How The President Hopes To Cut College Costs (And Why His Plan Might Sound Familiar To Hoosiers)
President Obama delivered a shot heard ’round the higher education world during his State of the Union address Tuesday.
“Let me put colleges and universities on notice,” the President told Congress. “If you can’t stop tuition from going up, the funding you get from taxpayers will go down.”
To carry out this vision, we learned Friday, Mr. Obama plans to link colleges’ eligibility for federal student aid programs to “the institutions’ success in improving affordability and value for students,” reports The New York Times:
Under the plan, which the president outlined on Friday morning in a speech at the University of Michigan, the amount available for Perkins loans would grow to $8 billion, from the current $1 billion. The president also wants to create a $1 billion grant competition, along the lines of the Race for the Top program for elementary and secondary education, to reward states that take action to keep college costs down, and a separate $55 million competition for individual colleges to increase their value and efficiency.
Federal Grants & Scholarships Received | |
---|---|
IU Bloomington | $153.0 million |
Purdue-Main Campus | $119.1 million |
Ball State | $77.4 million |
SOURCE: NCES |
In a White House fact sheet released Friday (EdWeek has it here), administration officials said the President’s plan would be designed to incentivize schools to offer “quality education and training that prepares graduates to obtain employment and repay their loans.” If a university can’t do this, they will receive less federal student aid money, if not lose that funding altogether.
If the plan is implemented, Indiana’s public colleges would likely face “accountability” measures from two sets of education policymakers — from federal officials, urging schools to cut students’ cost of attendance; and from the state level, to increase the number of students who graduate on time.
The Indiana Commission for Higher Education is recommending increasing the percentage of the state’s higher education budget given to Indiana’s public colleges and universities based on their performance. It’s a move Indiana’s higher education officials hope will save students money.
Indiana’s public universities are mostly on-board with the state’s performance funding plan — although they have some concerns about how the plan will be implemented.
But will federal lawmakers get on-board with the President’s plan? Some are skeptical a “Race to the Top”-like initiative will work in colleges, especially because some states are struggling to implement the administration’s signature education program in a K-12 setting.

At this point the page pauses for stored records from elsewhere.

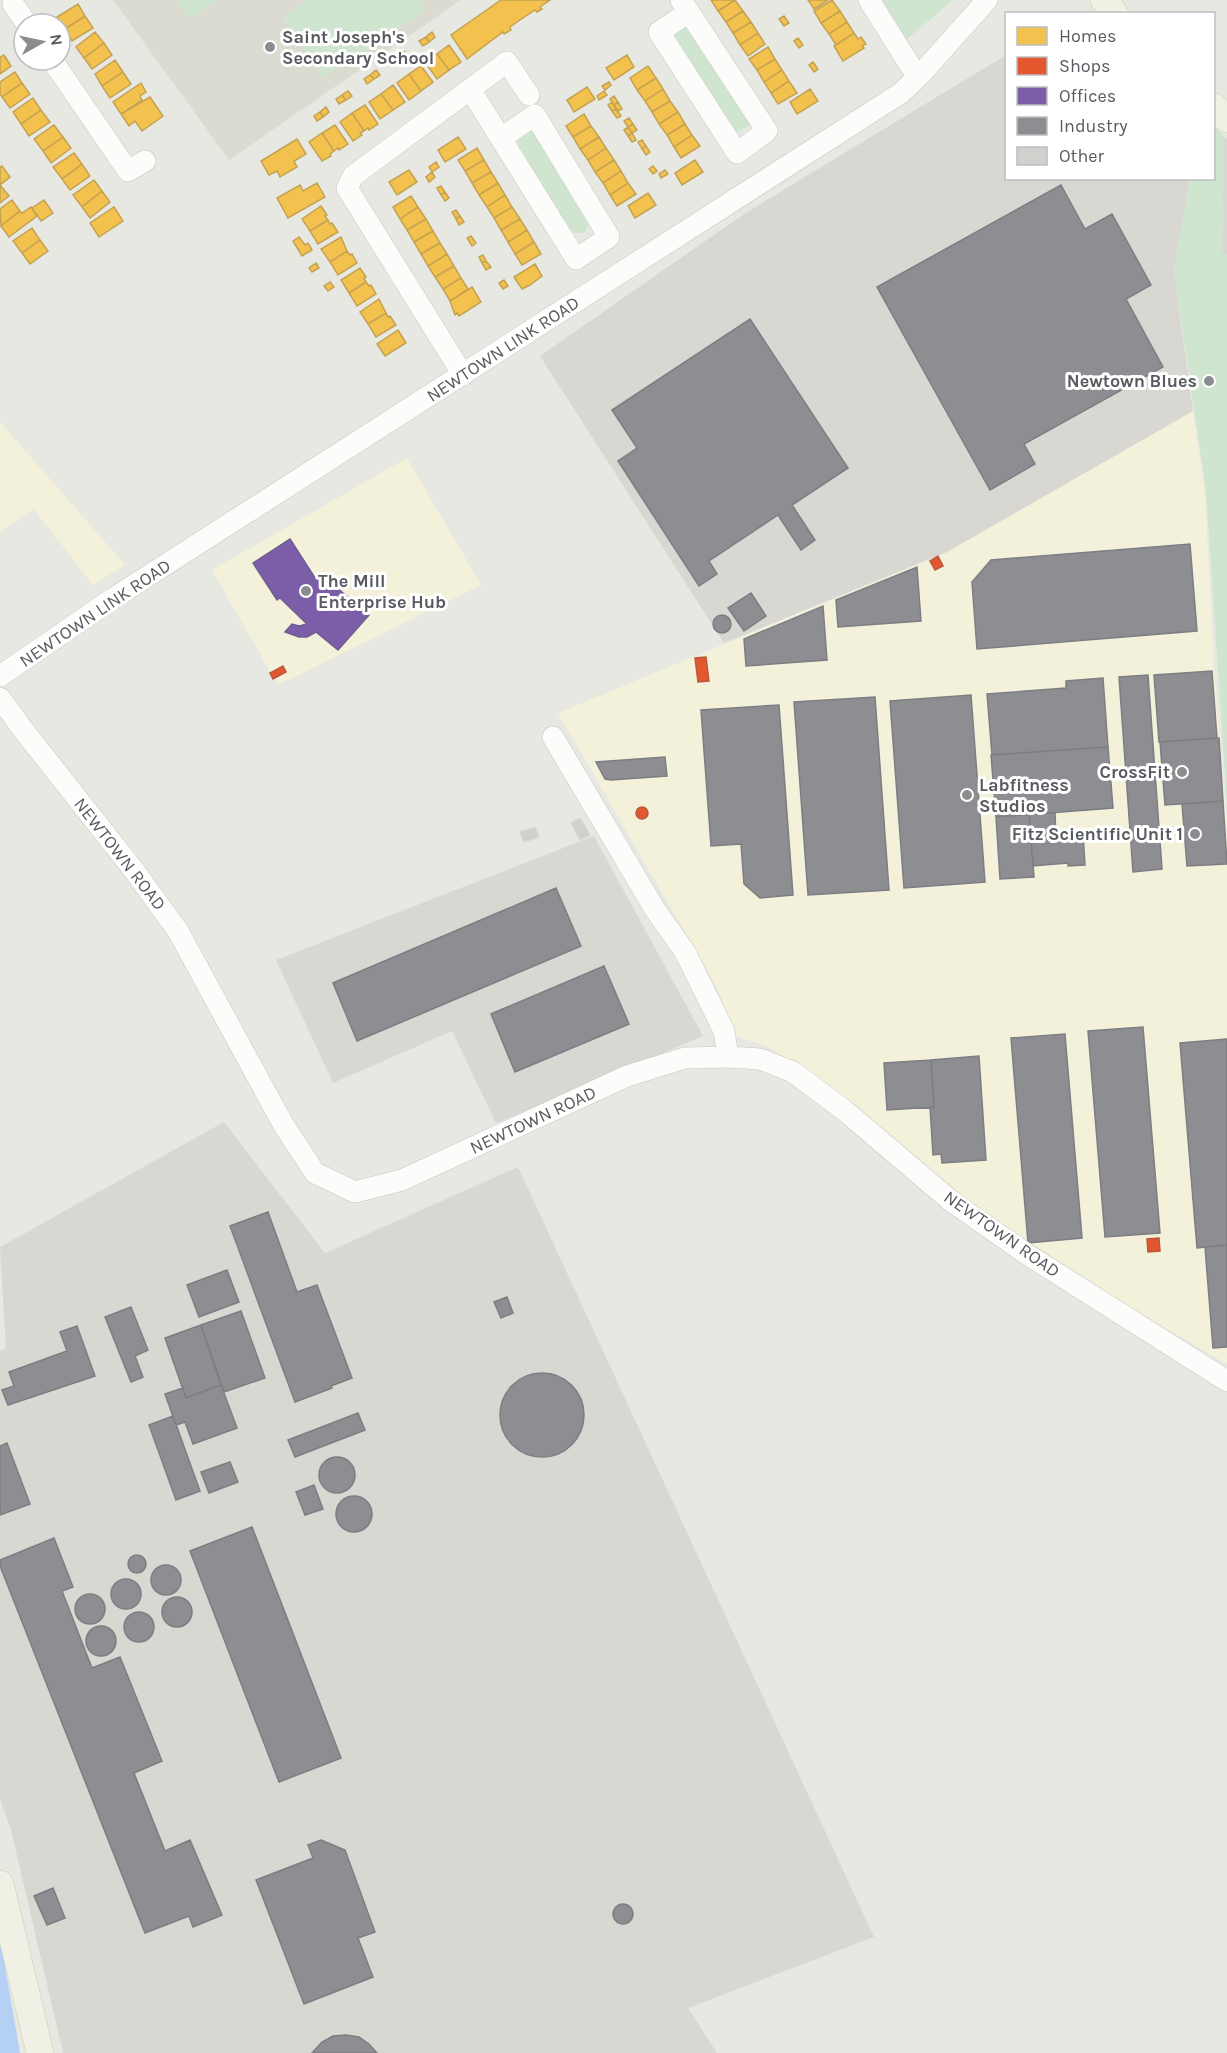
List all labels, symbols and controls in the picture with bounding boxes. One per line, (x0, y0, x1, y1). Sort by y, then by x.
north arrow (12, 12, 72, 72)
legend (1005, 12, 1215, 180)
text: Homes (1059, 25, 1116, 47)
place label: Saint Joseph's Secondary School (282, 26, 434, 69)
text: N (46, 33, 67, 47)
marker: Saint Joseph's Secondary School (263, 40, 277, 54)
text: Shops (1059, 55, 1111, 77)
text: Offices (1059, 85, 1116, 107)
text: Industry (1059, 115, 1128, 137)
text: Other (1059, 145, 1104, 167)
street label: NEWTOWN LINK ROAD (423, 291, 583, 407)
place label: Newtown Blues (1067, 370, 1197, 392)
marker: Newtown Blues (1202, 374, 1216, 388)
street label: NEWTOWN LINK ROAD (15, 554, 175, 672)
place label: The Mill Enterprise Hub (318, 570, 446, 613)
marker: The Mill Enterprise Hub (299, 584, 313, 598)
place label: CrossFit (1100, 761, 1170, 783)
marker: CrossFit (1175, 765, 1189, 779)
place label: Labfitness Studios (979, 774, 1069, 817)
marker: Labfitness Studios (960, 788, 974, 802)
street label: NEWTOWN ROAD (69, 793, 171, 915)
place label: Fitz Scientific Unit 1 (1012, 823, 1183, 845)
marker: Fitz Scientific Unit 1 (1188, 827, 1202, 841)
street label: NEWTOWN ROAD (466, 1081, 600, 1159)
street label: NEWTOWN ROAD (940, 1186, 1064, 1282)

Amy Laitinen at the The Quick & The Ed, on the other hand, writes Congress is likely to get behind the plan:
Although we don’t yet know all the details, it seems these proposals have the potential to make a real difference for students. In an election year in which 75 percent of Americans think college is unaffordable and 57 percent say college is not a good value, it’s hard to imagine how Congress could justify not leveraging existing dollars to rein in costs or to making the costs and benefits of going to college more transparent to students and their families.